Ross M. Payne, owner of Falls Greenhouses, couldn't believe what a few minutes of hail Sunday did to his business.
"There's three greenhouses and all of them are destroyed," Payne said.
Thousands of windows, primarily on the west sides of buildings, were broken. Cars were mottled with dents and cracked glass. Large hail, the size of golf balls, also was reported in Lewiston and the Town of Niagara, State Police said. Small hail was seen in Cambria, Wheatfield, and Pendleton.
Aurore Kolometz of 2493 Pierce Ave. was shaken, too. A 50-foot tree was snapped off some 15 feet above the ground, and most of the rest landed on the roof of her home, which she said is one of the oldest in Niagara Falls.

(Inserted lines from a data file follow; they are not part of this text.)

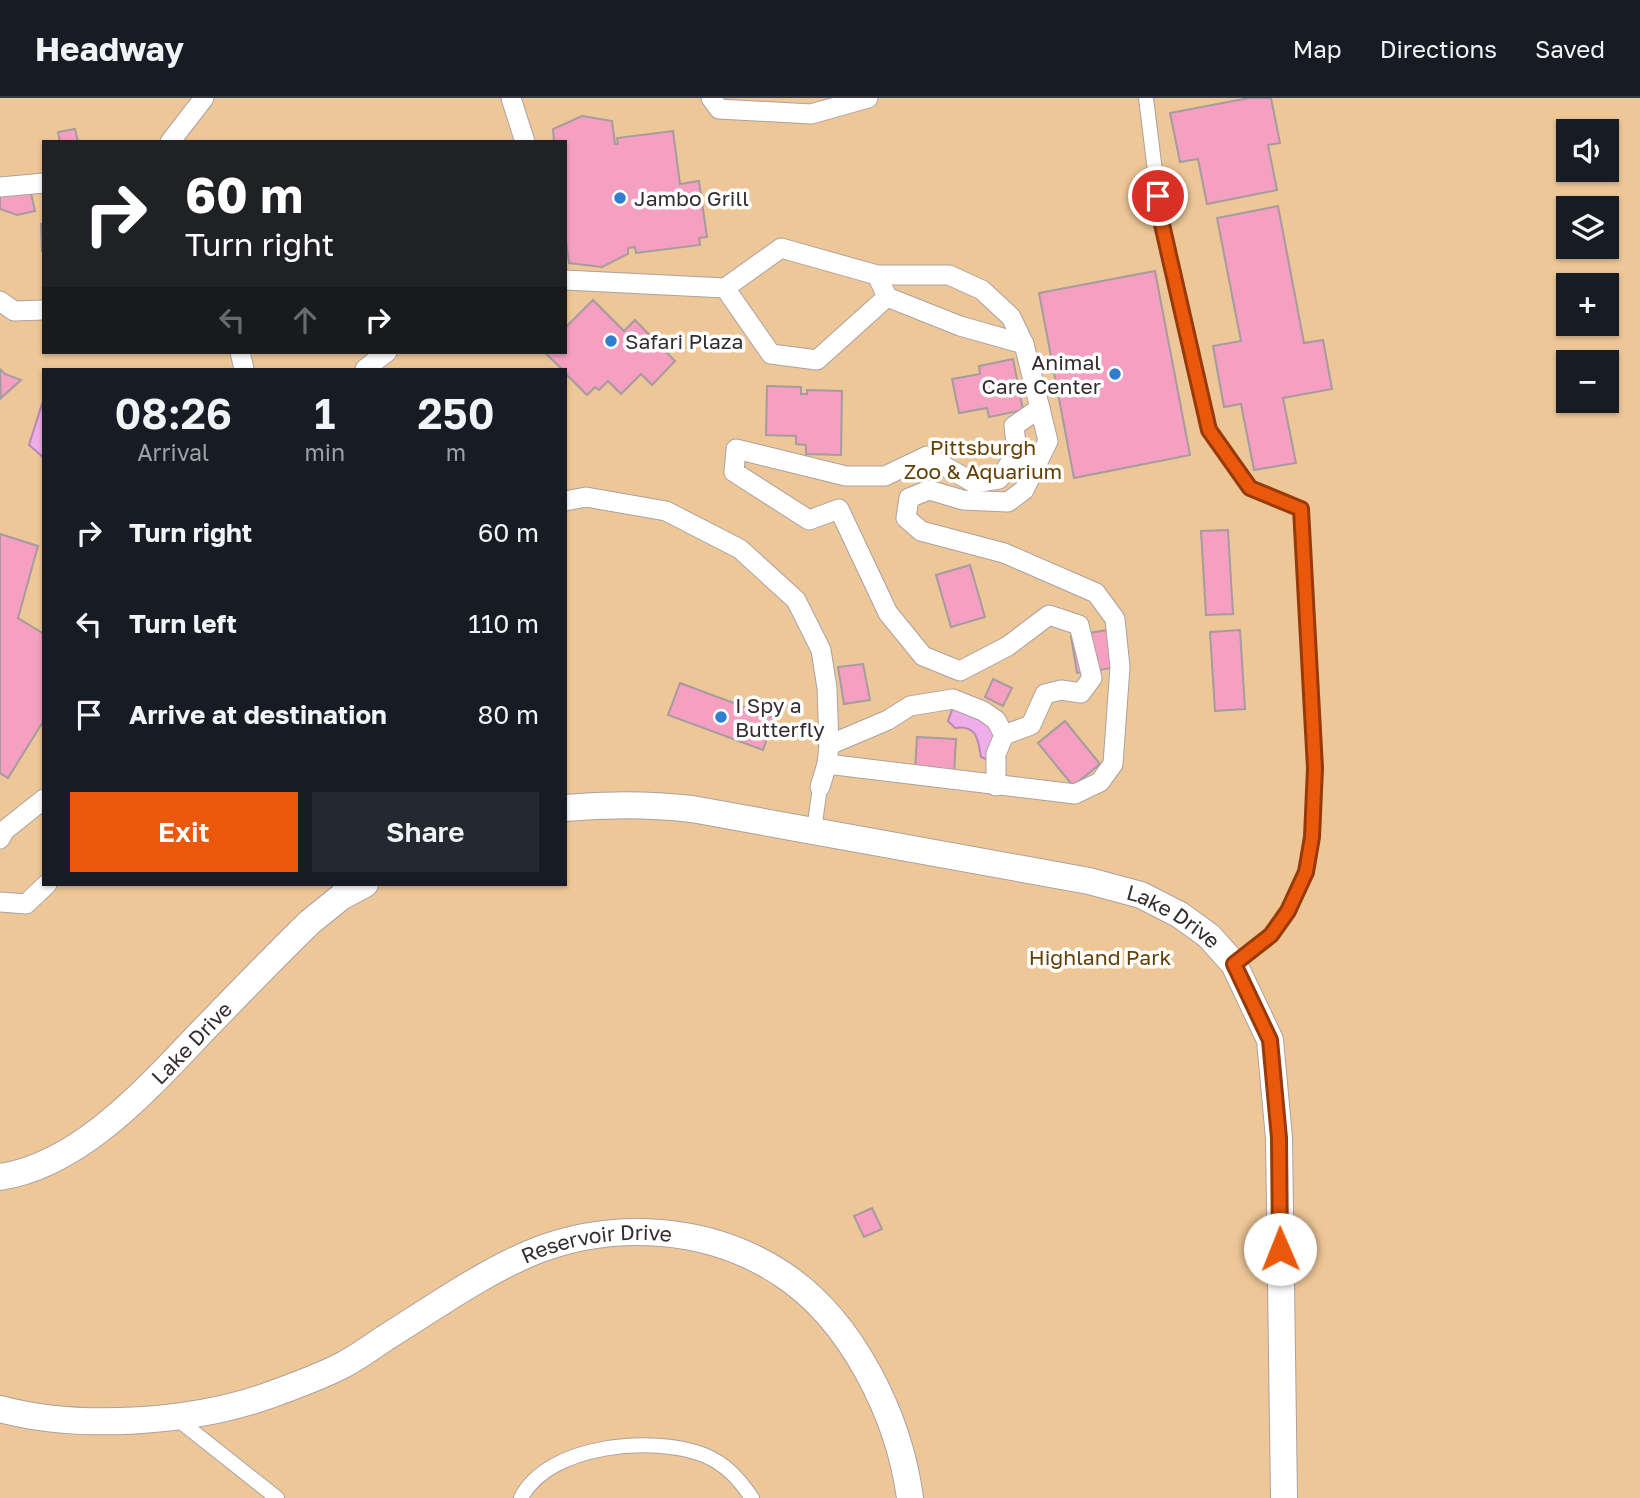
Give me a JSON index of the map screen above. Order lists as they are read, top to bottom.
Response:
{
  "streets": {
    "street": ["Lake Drive", "Reservoir Drive"]
  },
  "parks": ["Pittsburgh Zoo & Aquarium", "Highland Park"],
  "places": [
    "Jambo Grill",
    "Safari Plaza",
    "Animal Care Center",
    "I Spy a Butterfly"
  ],
  "page": {
    "header": "Headway",
    "nav": ["Map", "Directions", "Saved"],
    "map_buttons": ["+", "−"],
    "turn": ["60 m", "Turn right"],
    "eta": [
      "08:26",
      "Arrival",
      "1",
      "min",
      "250",
      "m"
    ],
    "list": [
      {
        "name": "Turn right",
        "value": "60 m"
      },
      {
        "name": "Turn left",
        "value": "110 m"
      },
      {
        "name": "Arrive at destination",
        "value": "80 m"
      }
    ],
    "buttons": ["Exit", "Share"]
  }
}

"I just had it trimmed," Mrs. Kolometz said of the tree. "I hope my homeowners' insurance will cover (the damage)." The ancient concrete chimney of the house was wrecked, and gutters were knocked off.
A slow-moving storm that struck at about 4:40 p.m. and lasted about 10 minutes dumped hail as large as tennis balls on Niagara Falls. Three hours later, despite 70-degree temperatures, remnants of hailstones were still visible on lawns all over the city. Streets were carpeted with mounds of still-green leaves blown from trees.
"There really wasn't much wind," National Weather Service meteorologist Bill Hibbert said.
The violent storm formed when a cold front moved through the area, and was fueled by the unseasonably warm and humid conditions it met in Western New York.
The storm formed over the Welland Canal and intensified rapidly as it approached Niagara Falls, Hibbert said. The storm continued east through Orleans County. It measured 70 out of 75 on a radar scale indicating the intensity of a storm based on the radar energy reflected back from the storm, he said.
"That's the strongest I've seen in Western New York," he said.
In Lockport, there was no hail, but a brief heavy downpour caused street flooding. The intersection of Niagara and Church streets was filled with knee-deep water.
At Niagara Falls Memorial Medical Center, the outer panes of the double-pane windows on three dozen patients' rooms were broken, a spokeswoman said. The patients were moved to other rooms. Also, there was basement flooding at the medical center from the heavy rain associated with the storm.
The only injuries reported were
to two small children who stumbled and fell while running home during the storm. They scraped their hands, medical center officials said.
A fire caused by arcing wires caused $250 damage on 72nd Street, the Fire Department reported. There were several other reports of downed wires, and lights at the Rainbow Bridge customs inspection booths went out. There were brief power outages in many areas, said Niagara Mohawk Power Corp. spokesman Stephen F. Brady. He said 7,300 customers in the Angola area were without electricity for about 1 1/2 hours.
Payne said the greenhouses on 19th Street between Walnut and Ferry avenues, which his family has owned since the 1920s, have never been so seriously damaged.
"It looked like a war zone in there. . . . It was just stunned silence, I couldn't believe it," Payne said. He estimated that more than 2,000 panes of glass on the roofs and sides of the greenhouses were shattered.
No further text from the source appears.